### Description of the task:
Whenever a line contains the string "Friedensstraße", copy it out of the entries.

### Supplied records:
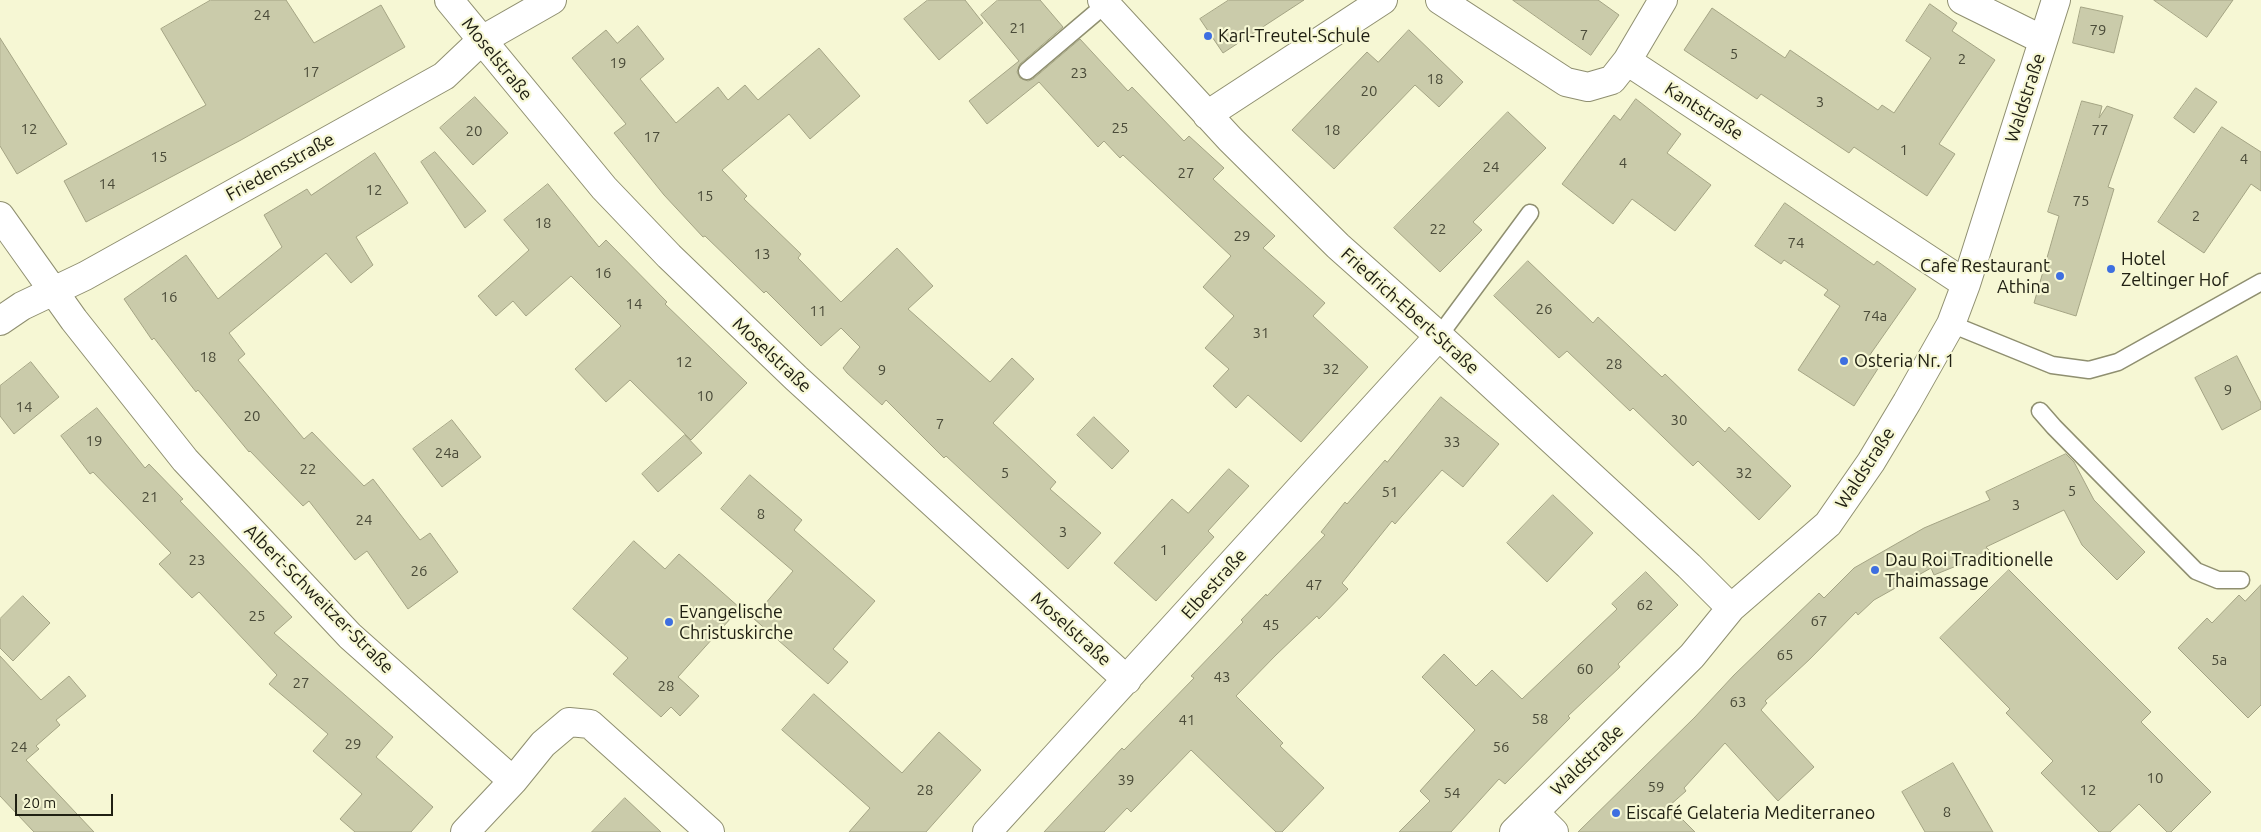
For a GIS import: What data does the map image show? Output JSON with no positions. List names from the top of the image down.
{
  "streets": {
    "street": [
      "Moselstraße",
      "Waldstraße",
      "Kantstraße",
      "Friedensstraße",
      "Friedrich-Ebert-Straße",
      "Elbestraße",
      "Albert-Schweitzer-Straße"
    ]
  },
  "crossings": [
    ["Moselstraße", "Friedensstraße"],
    ["Moselstraße", "Elbestraße"],
    ["Waldstraße", "Kantstraße"],
    ["Waldstraße", "Friedrich-Ebert-Straße"],
    ["Friedensstraße", "Albert-Schweitzer-Straße"],
    ["Friedrich-Ebert-Straße", "Elbestraße"]
  ],
  "places": [
    "Karl-Treutel-Schule",
    "Hotel Zeltinger Hof",
    "Cafe Restaurant Athina",
    "Osteria Nr. 1",
    "Dau Roi Traditionelle Thaimassage",
    "Evangelische Christuskirche",
    "Eiscafé Gelateria Mediterraneo"
  ],
  "house_numbers": [
    "24",
    "21",
    "79",
    "7",
    "5",
    "2",
    "19",
    "17",
    "23",
    "18",
    "20",
    "3",
    "25",
    "12",
    "18",
    "77",
    "20",
    "17",
    "1",
    "15",
    "4",
    "4",
    "24",
    "27",
    "14",
    "12",
    "15",
    "75",
    "2",
    "18",
    "22",
    "29",
    "74",
    "13",
    "16",
    "16",
    "14",
    "26",
    "11",
    "74a",
    "31",
    "18",
    "12",
    "28",
    "32",
    "9",
    "9",
    "10",
    "14",
    "20",
    "30",
    "7",
    "19",
    "33",
    "24a",
    "22",
    "5",
    "32",
    "5",
    "51",
    "21",
    "3",
    "8",
    "24",
    "3",
    "1",
    "23",
    "26",
    "47",
    "62",
    "25",
    "67",
    "45",
    "65",
    "5a",
    "60",
    "43",
    "27",
    "28",
    "63",
    "58",
    "41",
    "29",
    "24",
    "56",
    "10",
    "39",
    "59",
    "28",
    "12",
    "54",
    "8"
  ],
  "scale_bar": "20 m"
}
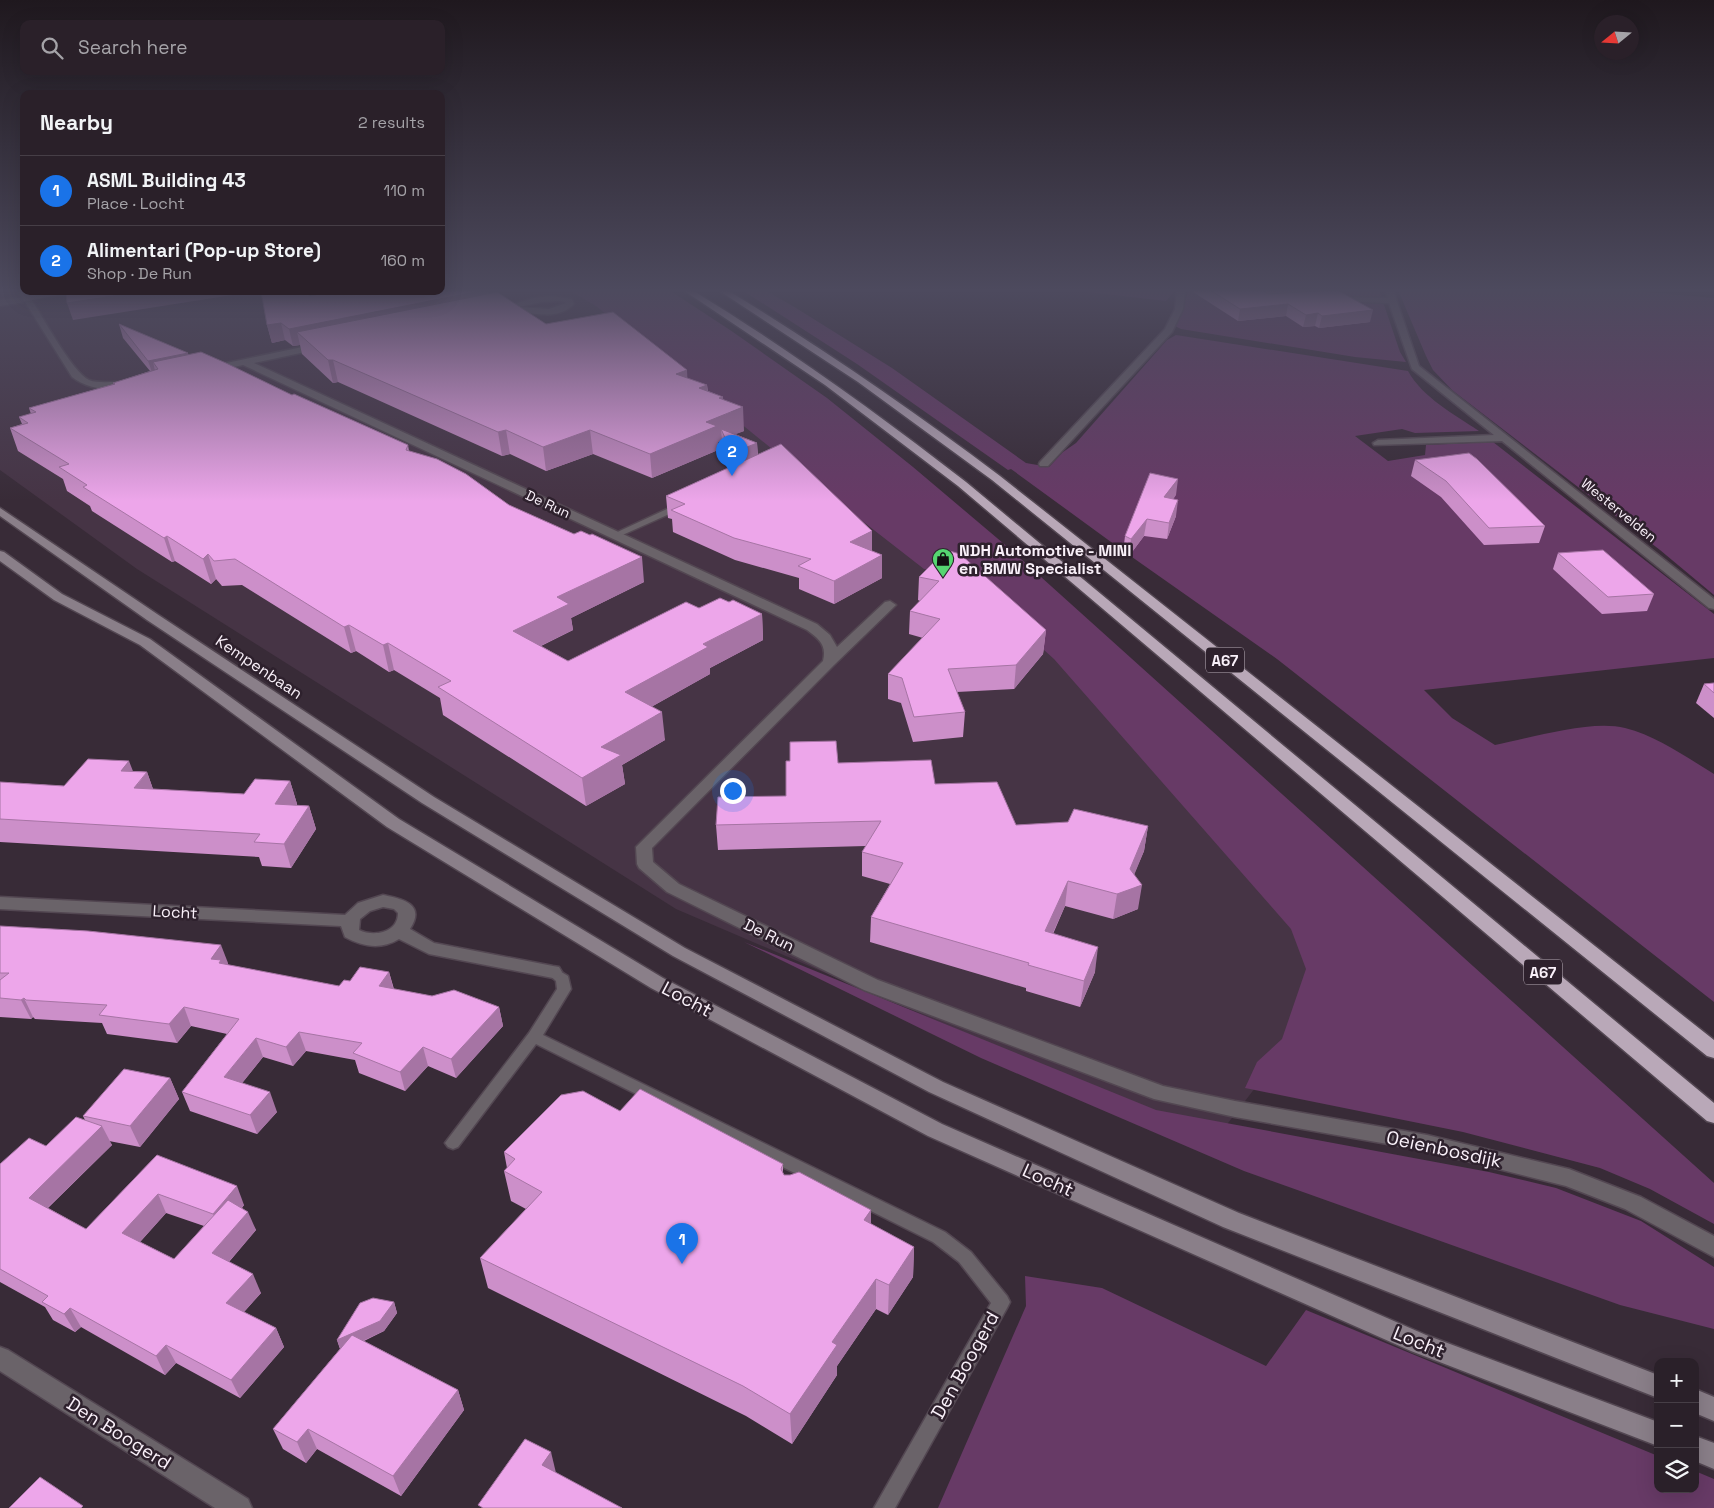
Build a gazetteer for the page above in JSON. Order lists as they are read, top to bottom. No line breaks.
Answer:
{"streets":{"highway":["A67"],"main road":["Kempenbaan","Locht"],"street":["De Run","Westervelden","Oeienbosdijk","Den Boogerd"]},"crossings":[["De Run","Oeienbosdijk"]],"places":{"shop":["NDH Automotive - MINI en BMW Specialist"]},"north":"left","page":{"search":"Search here","heading":["Nearby","2 results"],"list":[{"mark":"1","name":"ASML Building 43","note":"Place · Locht","value":"110 m"},{"mark":"2","name":"Alimentari (Pop-up Store)","note":"Shop · De Run","value":"160 m"}],"pins":["2","1"],"map_buttons":["+","−"]}}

### Response area:
      "Friedensstraße",
    ["Moselstraße", "Friedensstraße"],
    ["Friedensstraße", "Albert-Schweitzer-Straße"],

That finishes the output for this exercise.